* INSTRUCTIONS TO FOLLOW
Reproduce word for word the lines between those holding "Read the street" and "Build a gazetteer", inclusive, and nothing else from the data below.

[Stored data entries]
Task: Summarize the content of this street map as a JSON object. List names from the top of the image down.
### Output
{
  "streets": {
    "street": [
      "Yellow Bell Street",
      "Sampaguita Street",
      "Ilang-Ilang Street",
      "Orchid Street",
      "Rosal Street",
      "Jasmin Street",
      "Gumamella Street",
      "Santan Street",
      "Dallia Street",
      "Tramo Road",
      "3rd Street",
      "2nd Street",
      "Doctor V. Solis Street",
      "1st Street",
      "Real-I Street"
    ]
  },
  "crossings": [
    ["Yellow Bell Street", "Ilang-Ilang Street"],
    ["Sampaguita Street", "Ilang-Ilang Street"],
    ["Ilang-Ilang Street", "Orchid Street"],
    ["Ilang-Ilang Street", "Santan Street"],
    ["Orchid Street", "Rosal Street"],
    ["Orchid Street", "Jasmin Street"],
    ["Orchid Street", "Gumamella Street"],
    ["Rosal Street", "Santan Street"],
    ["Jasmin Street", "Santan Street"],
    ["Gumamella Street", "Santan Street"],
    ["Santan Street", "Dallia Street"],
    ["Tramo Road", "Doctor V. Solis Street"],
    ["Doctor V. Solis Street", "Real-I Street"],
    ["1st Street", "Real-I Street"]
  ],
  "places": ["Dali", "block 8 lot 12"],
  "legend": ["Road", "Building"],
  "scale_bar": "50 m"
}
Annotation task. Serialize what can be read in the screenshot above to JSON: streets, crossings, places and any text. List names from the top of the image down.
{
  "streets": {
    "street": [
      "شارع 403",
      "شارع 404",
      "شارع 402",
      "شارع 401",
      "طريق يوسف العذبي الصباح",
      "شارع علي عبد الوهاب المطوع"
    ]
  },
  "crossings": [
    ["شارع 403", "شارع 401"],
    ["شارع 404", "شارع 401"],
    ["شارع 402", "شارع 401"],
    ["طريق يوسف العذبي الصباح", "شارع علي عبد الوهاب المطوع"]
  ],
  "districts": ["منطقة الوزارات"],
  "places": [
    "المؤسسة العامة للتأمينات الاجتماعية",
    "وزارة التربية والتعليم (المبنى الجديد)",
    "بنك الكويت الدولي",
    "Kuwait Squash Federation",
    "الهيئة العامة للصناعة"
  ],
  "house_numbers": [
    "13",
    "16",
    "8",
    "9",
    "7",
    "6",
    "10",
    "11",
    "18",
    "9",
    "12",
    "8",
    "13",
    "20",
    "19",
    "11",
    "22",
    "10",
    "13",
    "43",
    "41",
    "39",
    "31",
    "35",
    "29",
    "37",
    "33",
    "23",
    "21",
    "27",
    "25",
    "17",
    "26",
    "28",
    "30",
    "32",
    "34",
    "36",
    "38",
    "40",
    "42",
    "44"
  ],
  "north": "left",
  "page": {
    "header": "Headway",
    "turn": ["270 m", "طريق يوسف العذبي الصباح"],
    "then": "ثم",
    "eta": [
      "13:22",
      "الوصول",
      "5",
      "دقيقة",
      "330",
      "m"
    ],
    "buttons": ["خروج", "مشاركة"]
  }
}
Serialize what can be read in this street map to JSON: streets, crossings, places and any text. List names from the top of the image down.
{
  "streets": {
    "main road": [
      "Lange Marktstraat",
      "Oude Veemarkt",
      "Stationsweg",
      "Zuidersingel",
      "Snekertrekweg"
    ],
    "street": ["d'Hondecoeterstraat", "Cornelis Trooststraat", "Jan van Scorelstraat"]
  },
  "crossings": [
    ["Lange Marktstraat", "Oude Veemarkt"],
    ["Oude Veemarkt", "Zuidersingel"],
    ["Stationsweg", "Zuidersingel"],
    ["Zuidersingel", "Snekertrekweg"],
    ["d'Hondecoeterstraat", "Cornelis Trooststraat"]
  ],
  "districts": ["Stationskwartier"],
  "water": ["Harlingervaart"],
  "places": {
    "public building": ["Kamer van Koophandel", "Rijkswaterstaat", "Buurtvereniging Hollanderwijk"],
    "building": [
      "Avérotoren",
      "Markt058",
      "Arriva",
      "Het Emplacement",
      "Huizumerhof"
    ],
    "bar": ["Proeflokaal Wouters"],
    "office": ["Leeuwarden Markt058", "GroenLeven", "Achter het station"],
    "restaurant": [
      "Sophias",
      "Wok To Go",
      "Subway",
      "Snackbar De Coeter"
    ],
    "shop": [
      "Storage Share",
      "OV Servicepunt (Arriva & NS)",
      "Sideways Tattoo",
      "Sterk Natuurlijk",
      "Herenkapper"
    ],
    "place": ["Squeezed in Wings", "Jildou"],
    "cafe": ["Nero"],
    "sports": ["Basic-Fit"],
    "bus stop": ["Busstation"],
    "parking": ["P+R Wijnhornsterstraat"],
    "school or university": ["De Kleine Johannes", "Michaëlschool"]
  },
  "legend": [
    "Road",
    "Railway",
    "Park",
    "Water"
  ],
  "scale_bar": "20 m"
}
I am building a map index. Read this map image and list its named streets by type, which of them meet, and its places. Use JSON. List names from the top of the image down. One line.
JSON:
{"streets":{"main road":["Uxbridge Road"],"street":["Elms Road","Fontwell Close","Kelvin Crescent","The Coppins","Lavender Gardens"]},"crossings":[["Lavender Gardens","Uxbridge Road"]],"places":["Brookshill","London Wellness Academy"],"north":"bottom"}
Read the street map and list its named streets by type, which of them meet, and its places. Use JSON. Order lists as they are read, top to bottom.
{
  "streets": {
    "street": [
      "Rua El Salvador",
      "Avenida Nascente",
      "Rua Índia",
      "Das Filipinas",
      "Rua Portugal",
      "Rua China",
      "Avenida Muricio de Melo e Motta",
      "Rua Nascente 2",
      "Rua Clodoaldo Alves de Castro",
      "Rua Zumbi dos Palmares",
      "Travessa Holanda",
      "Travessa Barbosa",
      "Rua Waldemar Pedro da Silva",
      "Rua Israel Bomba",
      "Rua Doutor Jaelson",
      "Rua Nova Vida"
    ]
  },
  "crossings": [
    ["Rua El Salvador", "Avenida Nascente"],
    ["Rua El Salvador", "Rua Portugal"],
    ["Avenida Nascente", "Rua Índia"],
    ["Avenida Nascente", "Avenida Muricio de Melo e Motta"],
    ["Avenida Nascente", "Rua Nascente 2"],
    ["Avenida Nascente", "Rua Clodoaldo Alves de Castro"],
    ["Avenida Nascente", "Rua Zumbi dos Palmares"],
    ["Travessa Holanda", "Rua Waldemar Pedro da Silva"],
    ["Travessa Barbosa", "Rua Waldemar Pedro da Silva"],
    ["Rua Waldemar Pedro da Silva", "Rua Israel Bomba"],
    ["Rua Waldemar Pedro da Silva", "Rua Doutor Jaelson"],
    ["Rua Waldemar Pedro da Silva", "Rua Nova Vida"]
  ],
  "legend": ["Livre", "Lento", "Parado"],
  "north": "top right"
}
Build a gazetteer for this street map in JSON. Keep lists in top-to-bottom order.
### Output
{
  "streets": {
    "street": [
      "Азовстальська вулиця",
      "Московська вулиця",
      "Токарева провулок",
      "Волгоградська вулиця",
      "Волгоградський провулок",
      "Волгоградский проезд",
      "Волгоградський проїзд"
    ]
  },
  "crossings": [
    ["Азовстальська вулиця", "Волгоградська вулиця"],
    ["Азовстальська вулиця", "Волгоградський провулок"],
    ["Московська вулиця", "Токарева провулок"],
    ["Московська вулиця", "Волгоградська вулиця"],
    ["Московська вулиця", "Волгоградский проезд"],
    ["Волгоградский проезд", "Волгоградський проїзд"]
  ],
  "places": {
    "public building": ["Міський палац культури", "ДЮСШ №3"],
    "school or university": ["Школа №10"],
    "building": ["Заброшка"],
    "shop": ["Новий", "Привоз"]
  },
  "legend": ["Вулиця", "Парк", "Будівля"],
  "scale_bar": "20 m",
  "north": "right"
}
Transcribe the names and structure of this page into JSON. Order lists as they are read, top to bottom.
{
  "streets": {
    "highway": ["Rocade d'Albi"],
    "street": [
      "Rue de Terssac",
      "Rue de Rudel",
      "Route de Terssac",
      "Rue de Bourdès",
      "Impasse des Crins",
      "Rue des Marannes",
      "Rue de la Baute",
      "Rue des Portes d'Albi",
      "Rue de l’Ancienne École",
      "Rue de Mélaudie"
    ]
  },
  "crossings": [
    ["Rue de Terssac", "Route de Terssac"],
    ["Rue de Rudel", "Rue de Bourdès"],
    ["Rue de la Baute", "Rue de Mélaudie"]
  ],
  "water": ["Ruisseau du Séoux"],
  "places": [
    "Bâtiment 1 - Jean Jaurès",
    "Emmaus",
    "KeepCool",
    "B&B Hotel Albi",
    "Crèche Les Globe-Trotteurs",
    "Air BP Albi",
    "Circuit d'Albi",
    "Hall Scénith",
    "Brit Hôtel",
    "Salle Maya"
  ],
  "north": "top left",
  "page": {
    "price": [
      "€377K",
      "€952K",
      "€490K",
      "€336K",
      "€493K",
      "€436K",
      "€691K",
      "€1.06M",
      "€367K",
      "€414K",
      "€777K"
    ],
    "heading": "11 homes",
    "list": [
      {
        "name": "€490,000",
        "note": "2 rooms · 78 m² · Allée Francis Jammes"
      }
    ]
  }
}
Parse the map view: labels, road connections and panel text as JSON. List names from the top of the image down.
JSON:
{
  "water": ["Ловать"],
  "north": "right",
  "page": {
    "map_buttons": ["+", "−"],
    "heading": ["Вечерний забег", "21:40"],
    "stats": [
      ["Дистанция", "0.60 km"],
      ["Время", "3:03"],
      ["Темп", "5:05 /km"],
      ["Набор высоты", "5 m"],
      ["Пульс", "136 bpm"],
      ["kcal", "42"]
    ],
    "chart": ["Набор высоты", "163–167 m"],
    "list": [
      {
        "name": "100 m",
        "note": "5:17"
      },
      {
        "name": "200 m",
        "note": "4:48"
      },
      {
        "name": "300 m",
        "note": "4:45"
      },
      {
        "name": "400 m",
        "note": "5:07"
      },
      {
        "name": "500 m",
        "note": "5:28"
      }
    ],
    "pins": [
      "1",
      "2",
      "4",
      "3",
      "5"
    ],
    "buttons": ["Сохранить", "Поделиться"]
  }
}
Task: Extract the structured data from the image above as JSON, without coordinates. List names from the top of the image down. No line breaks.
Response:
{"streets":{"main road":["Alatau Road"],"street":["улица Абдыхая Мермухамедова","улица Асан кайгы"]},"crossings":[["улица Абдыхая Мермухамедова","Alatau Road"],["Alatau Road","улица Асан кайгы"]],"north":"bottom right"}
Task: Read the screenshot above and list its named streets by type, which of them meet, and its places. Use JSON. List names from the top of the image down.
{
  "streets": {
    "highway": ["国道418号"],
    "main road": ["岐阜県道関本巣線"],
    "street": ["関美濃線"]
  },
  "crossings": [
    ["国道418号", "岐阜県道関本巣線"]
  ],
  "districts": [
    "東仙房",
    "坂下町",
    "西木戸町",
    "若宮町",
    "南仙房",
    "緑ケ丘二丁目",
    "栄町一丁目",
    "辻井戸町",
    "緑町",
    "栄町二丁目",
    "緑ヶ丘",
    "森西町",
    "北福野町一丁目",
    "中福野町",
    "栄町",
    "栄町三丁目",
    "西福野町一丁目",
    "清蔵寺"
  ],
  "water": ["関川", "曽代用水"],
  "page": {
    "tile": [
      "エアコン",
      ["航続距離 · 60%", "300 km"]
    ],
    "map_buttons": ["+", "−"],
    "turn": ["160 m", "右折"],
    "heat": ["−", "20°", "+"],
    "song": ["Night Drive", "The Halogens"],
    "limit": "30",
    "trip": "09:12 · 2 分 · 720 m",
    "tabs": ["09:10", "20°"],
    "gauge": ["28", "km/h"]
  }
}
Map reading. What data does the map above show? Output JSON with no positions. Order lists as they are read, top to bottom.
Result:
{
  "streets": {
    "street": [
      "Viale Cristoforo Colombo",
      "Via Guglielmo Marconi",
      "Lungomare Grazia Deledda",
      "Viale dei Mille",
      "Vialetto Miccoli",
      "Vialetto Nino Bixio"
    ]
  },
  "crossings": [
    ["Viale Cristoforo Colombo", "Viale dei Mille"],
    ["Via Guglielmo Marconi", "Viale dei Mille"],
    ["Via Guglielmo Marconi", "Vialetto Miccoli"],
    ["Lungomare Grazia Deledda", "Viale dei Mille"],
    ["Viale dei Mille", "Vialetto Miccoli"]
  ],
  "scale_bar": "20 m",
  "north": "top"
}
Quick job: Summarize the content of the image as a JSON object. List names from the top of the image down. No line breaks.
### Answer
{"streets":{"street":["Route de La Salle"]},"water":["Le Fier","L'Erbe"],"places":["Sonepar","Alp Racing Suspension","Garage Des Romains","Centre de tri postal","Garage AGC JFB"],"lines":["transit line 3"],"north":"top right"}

* SOLUTION TO THIS PROBLEM
Read the street map and list its named streets by type, which of them meet, and its places. Use JSON. Order lists as they are read, top to bottom.
{
  "streets": {
    "street": [
      "Rua El Salvador",
      "Avenida Nascente",
      "Rua Índia",
      "Das Filipinas",
      "Rua Portugal",
      "Rua China",
      "Avenida Muricio de Melo e Motta",
      "Rua Nascente 2",
      "Rua Clodoaldo Alves de Castro",
      "Rua Zumbi dos Palmares",
      "Travessa Holanda",
      "Travessa Barbosa",
      "Rua Waldemar Pedro da Silva",
      "Rua Israel Bomba",
      "Rua Doutor Jaelson",
      "Rua Nova Vida"
    ]
  },
  "crossings": [
    ["Rua El Salvador", "Avenida Nascente"],
    ["Rua El Salvador", "Rua Portugal"],
    ["Avenida Nascente", "Rua Índia"],
    ["Avenida Nascente", "Avenida Muricio de Melo e Motta"],
    ["Avenida Nascente", "Rua Nascente 2"],
    ["Avenida Nascente", "Rua Clodoaldo Alves de Castro"],
    ["Avenida Nascente", "Rua Zumbi dos Palmares"],
    ["Travessa Holanda", "Rua Waldemar Pedro da Silva"],
    ["Travessa Barbosa", "Rua Waldemar Pedro da Silva"],
    ["Rua Waldemar Pedro da Silva", "Rua Israel Bomba"],
    ["Rua Waldemar Pedro da Silva", "Rua Doutor Jaelson"],
    ["Rua Waldemar Pedro da Silva", "Rua Nova Vida"]
  ],
  "legend": ["Livre", "Lento", "Parado"],
  "north": "top right"
}
Build a gazetteer for this street map in JSON. Keep lists in top-to-bottom order.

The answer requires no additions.